Orbital ATK supplied a composite fairing component and nine graphite epoxy motors – GEM 40 – for a United Launch Alliance-built Delta II rocket that took off Saturday from Vandenberg Air Force Base in California.
The first Joint Polar Satellite System that NASA and the National Oceanic and Atmospheric Administration developed through a collaborative effort launched aboard the Delta II rocket to monitor ice cover, vegetation and other environmental conditions as well as help weather forecasters predict storm systems, Orbital ATK said Monday.
“As the Delta II program nears its retirement, more than 1,020 GEM 40 strap-on boosters have helped launch 153 Delta II missions,†said Charlie Precourt, vice president and general manager of Orbital ATK’s propulsion systems division.

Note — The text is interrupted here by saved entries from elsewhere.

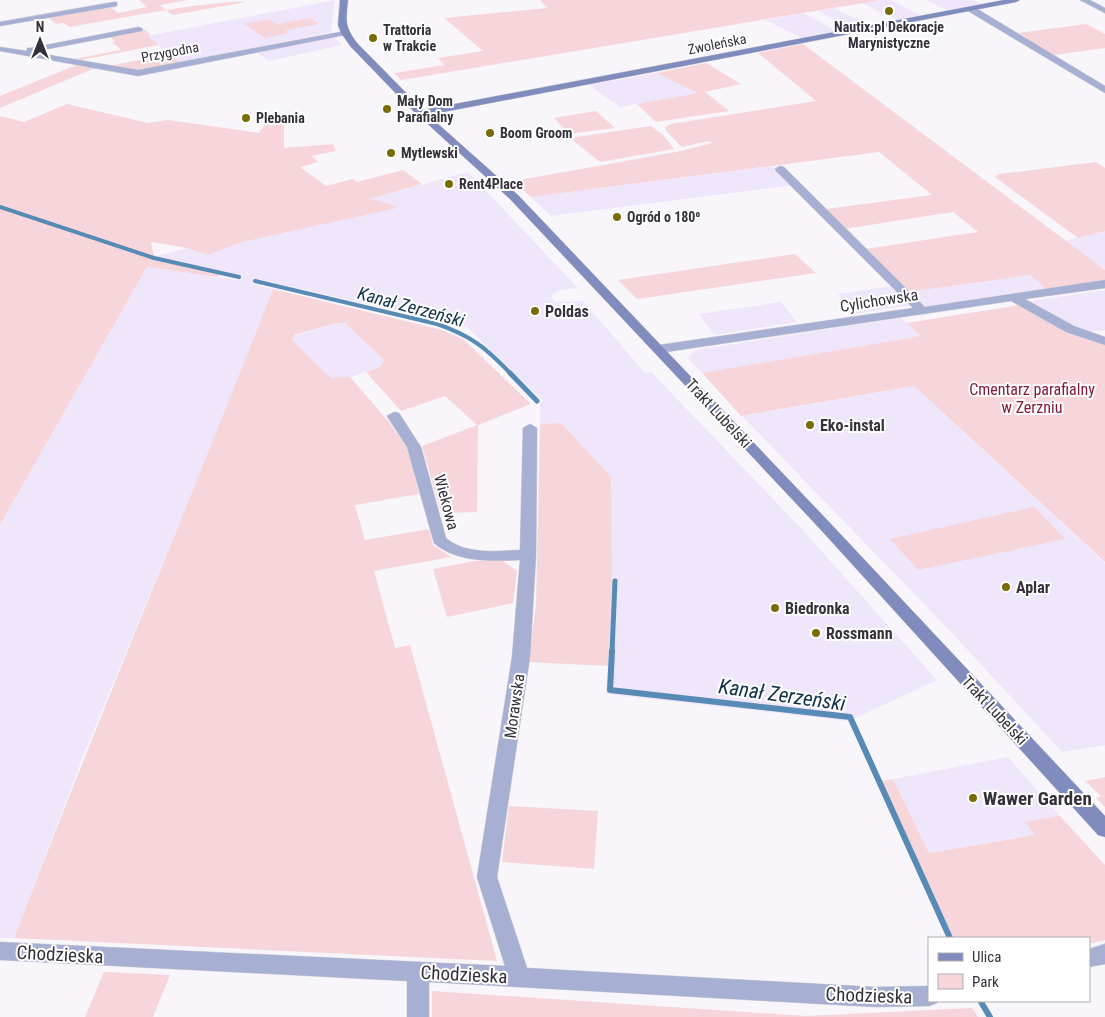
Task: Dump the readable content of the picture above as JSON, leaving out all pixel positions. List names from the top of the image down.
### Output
{
  "streets": {
    "street": [
      "Zwoleńska",
      "Przygodna",
      "Cylichowska",
      "Trakt Lubelski",
      "Wiekowa",
      "Morawska",
      "Chodzieska"
    ]
  },
  "crossings": [
    ["Zwoleńska", "Trakt Lubelski"],
    ["Przygodna", "Trakt Lubelski"],
    ["Cylichowska", "Trakt Lubelski"],
    ["Wiekowa", "Morawska"],
    ["Morawska", "Chodzieska"]
  ],
  "water": ["Kanał Zerzeński"],
  "parks": ["Cmentarz parafialny w Zerzniu"],
  "places": [
    "Nautix.pl Dekoracje Marynistyczne",
    "Trattoria w Trakcie",
    "Mały Dom Parafialny",
    "Plebania",
    "Boom Groom",
    "Mytlewski",
    "Rent4Place",
    "Ogród o 180⁰",
    "Poldas",
    "Eko-instal",
    "Aplar",
    "Biedronka",
    "Rossmann",
    "Wawer Garden"
  ],
  "legend": ["Ulica", "Park"],
  "north": "top"
}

Precourt added that Orbital ATK has begun to develop the GEM 63 motor that will be used on Atlas V rockets and other future launch platforms.
Orbital ATK produced the GEM 40 motors and composite cases in Utah and manufactured the payload fairing component at its Iuka, Mississippi-based facility.
Other components that Orbital ATK produced for the launch vehicle include the second stage nitrogen and helium pressurization bottles, diaphragm propellant tank for the JPSS-1 satellite and heat pipes for two instruments on the spacecraft.
Orbital ATK’s space systems group has started to build JPSS-2 and has options to develop the third and fourth JPSS satellites in the future.